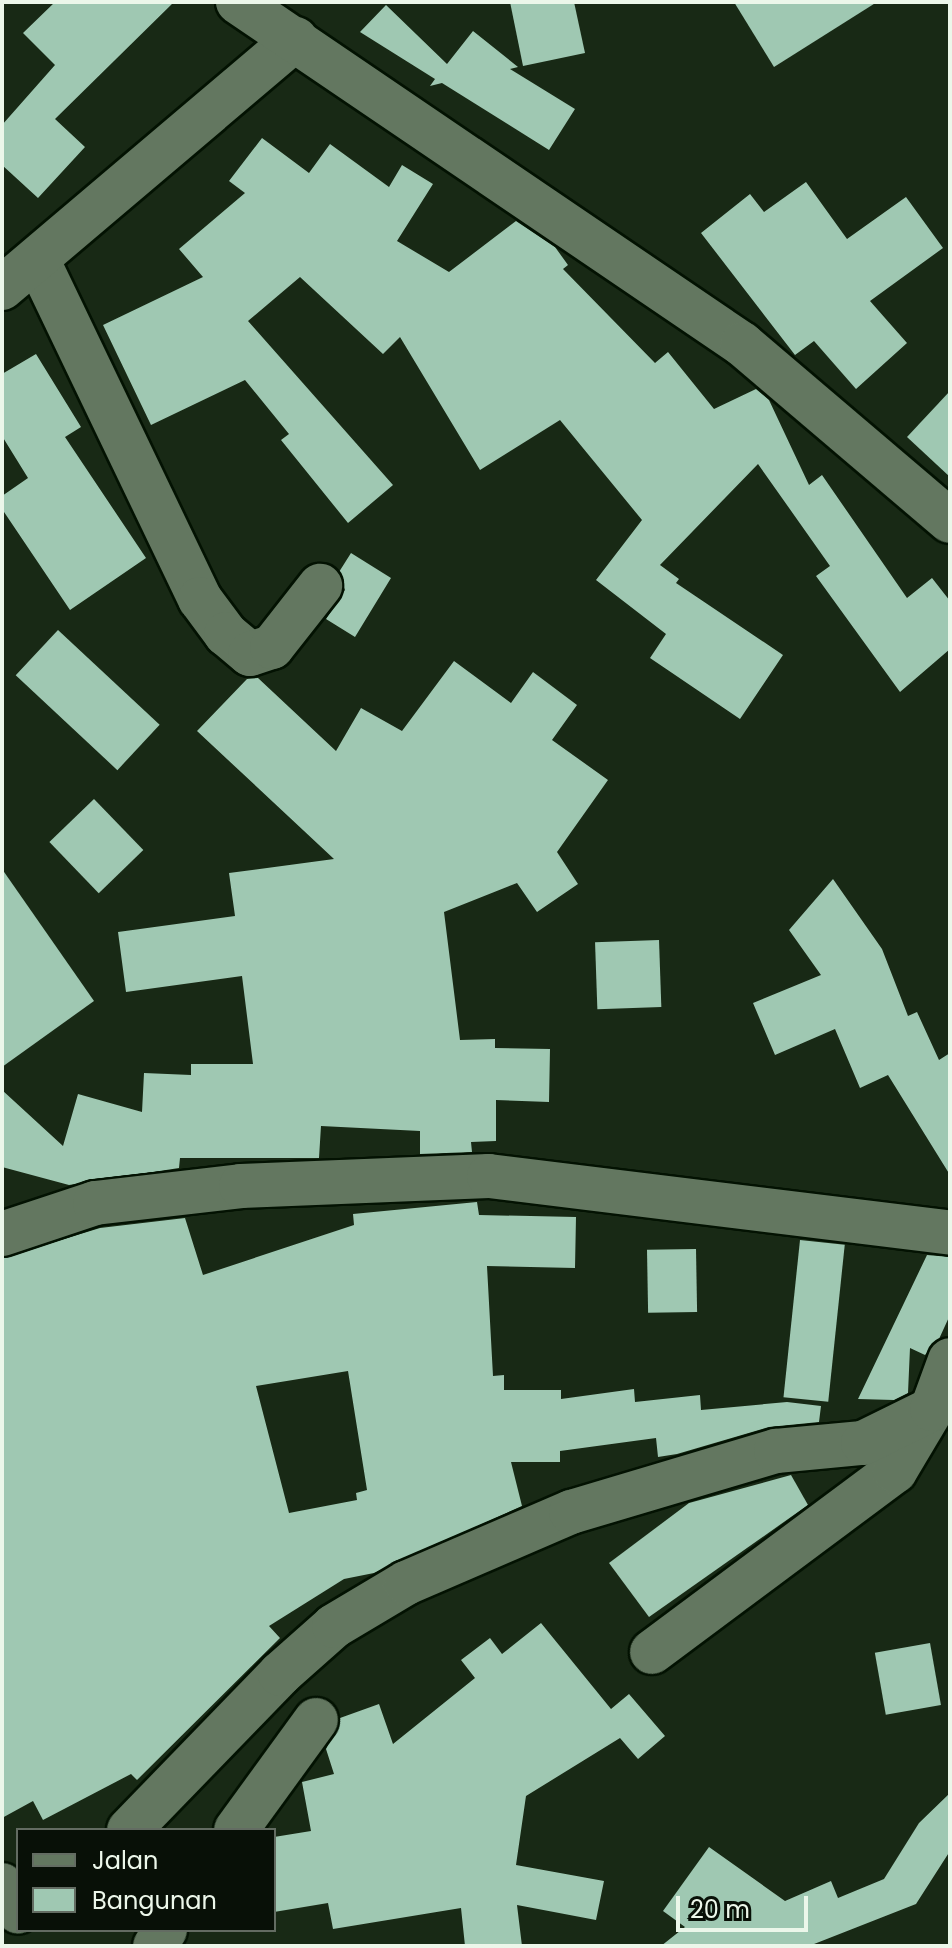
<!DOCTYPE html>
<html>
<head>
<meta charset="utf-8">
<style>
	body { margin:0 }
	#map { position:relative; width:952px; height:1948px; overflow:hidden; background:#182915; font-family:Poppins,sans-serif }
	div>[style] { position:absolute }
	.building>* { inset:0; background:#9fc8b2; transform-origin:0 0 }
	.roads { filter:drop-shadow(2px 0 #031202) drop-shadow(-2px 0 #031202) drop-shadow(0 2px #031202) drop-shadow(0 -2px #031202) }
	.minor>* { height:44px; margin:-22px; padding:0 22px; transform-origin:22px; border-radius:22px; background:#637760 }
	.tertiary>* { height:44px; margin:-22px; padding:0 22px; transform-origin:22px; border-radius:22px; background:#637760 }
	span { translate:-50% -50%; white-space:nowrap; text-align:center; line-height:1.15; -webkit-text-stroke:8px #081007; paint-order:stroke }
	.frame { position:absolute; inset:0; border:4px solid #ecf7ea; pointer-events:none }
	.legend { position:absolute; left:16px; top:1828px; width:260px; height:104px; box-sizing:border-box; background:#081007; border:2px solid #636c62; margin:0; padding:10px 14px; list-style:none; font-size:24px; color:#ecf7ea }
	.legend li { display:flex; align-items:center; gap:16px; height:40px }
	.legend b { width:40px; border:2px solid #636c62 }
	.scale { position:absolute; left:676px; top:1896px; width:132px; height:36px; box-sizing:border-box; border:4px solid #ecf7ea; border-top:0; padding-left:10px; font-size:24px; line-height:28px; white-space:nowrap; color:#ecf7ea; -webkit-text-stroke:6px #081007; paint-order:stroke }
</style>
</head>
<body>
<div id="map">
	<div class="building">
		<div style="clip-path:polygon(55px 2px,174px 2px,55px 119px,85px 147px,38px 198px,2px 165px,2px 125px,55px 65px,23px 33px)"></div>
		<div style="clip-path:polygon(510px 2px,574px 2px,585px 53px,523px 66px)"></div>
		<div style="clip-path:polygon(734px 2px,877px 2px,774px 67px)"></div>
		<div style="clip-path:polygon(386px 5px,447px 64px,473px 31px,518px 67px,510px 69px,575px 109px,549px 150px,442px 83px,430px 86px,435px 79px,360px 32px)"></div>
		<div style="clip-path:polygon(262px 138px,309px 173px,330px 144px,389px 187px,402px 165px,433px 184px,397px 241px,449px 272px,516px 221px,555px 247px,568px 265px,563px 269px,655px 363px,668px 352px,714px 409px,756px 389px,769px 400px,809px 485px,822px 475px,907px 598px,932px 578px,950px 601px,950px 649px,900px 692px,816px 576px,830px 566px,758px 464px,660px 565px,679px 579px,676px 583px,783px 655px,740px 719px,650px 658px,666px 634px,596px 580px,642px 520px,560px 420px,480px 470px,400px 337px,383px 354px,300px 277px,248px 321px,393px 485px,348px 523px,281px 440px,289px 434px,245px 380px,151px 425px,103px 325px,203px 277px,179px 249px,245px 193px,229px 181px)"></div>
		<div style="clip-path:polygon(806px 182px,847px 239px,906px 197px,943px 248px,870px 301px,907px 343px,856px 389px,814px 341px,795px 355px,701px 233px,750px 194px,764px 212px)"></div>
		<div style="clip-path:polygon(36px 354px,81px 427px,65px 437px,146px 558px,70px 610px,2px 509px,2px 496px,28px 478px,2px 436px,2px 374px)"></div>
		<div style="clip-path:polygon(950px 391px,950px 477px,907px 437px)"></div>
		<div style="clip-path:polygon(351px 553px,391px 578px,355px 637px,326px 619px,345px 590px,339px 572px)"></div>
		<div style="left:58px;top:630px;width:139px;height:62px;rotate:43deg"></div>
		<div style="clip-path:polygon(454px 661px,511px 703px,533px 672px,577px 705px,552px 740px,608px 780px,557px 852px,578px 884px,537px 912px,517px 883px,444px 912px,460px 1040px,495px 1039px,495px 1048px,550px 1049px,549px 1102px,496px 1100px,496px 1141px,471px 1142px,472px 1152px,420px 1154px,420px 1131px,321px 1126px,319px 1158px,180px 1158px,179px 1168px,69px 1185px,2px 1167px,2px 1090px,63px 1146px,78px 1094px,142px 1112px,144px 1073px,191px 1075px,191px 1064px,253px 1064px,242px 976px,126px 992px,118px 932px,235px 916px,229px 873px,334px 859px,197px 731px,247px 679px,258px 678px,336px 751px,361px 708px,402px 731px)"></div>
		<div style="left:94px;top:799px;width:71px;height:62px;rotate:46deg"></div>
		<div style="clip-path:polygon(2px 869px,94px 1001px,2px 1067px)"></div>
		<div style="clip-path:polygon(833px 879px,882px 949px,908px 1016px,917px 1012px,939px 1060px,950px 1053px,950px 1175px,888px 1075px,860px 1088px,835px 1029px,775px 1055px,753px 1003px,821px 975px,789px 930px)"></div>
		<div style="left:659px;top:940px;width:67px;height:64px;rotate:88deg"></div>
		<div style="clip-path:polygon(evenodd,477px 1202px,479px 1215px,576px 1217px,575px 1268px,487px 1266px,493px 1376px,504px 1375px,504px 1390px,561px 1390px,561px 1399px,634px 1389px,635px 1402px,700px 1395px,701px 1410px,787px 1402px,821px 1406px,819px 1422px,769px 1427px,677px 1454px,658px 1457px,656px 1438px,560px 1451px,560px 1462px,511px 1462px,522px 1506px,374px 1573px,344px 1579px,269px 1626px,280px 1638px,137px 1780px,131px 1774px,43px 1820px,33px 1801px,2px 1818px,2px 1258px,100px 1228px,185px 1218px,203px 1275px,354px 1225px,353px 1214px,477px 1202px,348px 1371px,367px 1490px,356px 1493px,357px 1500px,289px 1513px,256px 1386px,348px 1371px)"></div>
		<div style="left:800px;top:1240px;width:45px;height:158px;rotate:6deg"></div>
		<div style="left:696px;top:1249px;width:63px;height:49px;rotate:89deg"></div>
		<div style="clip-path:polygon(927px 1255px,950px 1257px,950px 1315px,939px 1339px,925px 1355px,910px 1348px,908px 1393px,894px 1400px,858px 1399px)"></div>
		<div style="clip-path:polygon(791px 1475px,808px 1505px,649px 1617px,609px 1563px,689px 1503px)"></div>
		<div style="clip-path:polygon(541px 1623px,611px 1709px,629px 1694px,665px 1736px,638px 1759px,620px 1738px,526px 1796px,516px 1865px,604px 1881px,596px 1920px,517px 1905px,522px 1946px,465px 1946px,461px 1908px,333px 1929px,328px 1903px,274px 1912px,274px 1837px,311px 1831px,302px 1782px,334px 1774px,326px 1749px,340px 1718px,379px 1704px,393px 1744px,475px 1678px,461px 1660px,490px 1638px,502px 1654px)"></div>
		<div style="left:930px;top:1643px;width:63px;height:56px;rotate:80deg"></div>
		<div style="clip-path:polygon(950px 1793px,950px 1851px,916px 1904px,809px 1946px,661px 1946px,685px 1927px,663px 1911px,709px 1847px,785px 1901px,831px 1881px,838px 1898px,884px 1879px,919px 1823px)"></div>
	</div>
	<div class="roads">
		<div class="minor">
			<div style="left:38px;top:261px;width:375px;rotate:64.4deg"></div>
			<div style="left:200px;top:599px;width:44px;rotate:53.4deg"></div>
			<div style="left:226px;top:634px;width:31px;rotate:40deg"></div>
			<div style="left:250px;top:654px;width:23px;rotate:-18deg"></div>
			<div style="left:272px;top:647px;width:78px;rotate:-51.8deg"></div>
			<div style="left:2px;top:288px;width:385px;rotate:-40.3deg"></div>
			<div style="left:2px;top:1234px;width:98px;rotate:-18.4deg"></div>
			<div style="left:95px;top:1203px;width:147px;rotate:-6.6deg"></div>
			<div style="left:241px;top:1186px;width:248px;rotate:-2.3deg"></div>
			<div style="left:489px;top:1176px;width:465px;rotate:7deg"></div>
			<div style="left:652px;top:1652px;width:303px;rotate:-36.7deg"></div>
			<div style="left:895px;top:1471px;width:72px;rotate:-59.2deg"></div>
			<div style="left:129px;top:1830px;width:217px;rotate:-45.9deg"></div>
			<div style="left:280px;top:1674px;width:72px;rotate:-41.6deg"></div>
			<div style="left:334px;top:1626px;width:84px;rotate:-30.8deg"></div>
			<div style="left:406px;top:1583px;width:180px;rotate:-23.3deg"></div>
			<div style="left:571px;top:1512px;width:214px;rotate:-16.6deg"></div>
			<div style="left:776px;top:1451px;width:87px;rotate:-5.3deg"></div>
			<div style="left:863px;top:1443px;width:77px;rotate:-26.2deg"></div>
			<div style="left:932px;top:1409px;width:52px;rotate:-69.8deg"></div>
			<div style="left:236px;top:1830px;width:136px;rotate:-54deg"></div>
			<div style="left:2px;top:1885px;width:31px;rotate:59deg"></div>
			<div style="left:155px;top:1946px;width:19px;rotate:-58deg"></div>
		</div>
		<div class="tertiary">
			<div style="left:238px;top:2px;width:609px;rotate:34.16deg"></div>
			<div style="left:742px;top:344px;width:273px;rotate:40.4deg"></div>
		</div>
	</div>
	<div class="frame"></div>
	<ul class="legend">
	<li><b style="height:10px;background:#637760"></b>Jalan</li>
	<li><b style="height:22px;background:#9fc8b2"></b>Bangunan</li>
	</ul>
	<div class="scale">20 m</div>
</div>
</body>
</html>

* What is expected *
Using the entries above, return each line that includes the word "paint".

* Written reply *
	span { translate:-50% -50%; white-space:nowrap; text-align:center; line-height:1.15; -webkit-text-stroke:8px #081007; paint-order:stroke }
	.scale { position:absolute; left:676px; top:1896px; width:132px; height:36px; box-sizing:border-box; border:4px solid #ecf7ea; border-top:0; padding-left:10px; font-size:24px; line-height:28px; white-space:nowrap; color:#ecf7ea; -webkit-text-stroke:6px #081007; paint-order:stroke }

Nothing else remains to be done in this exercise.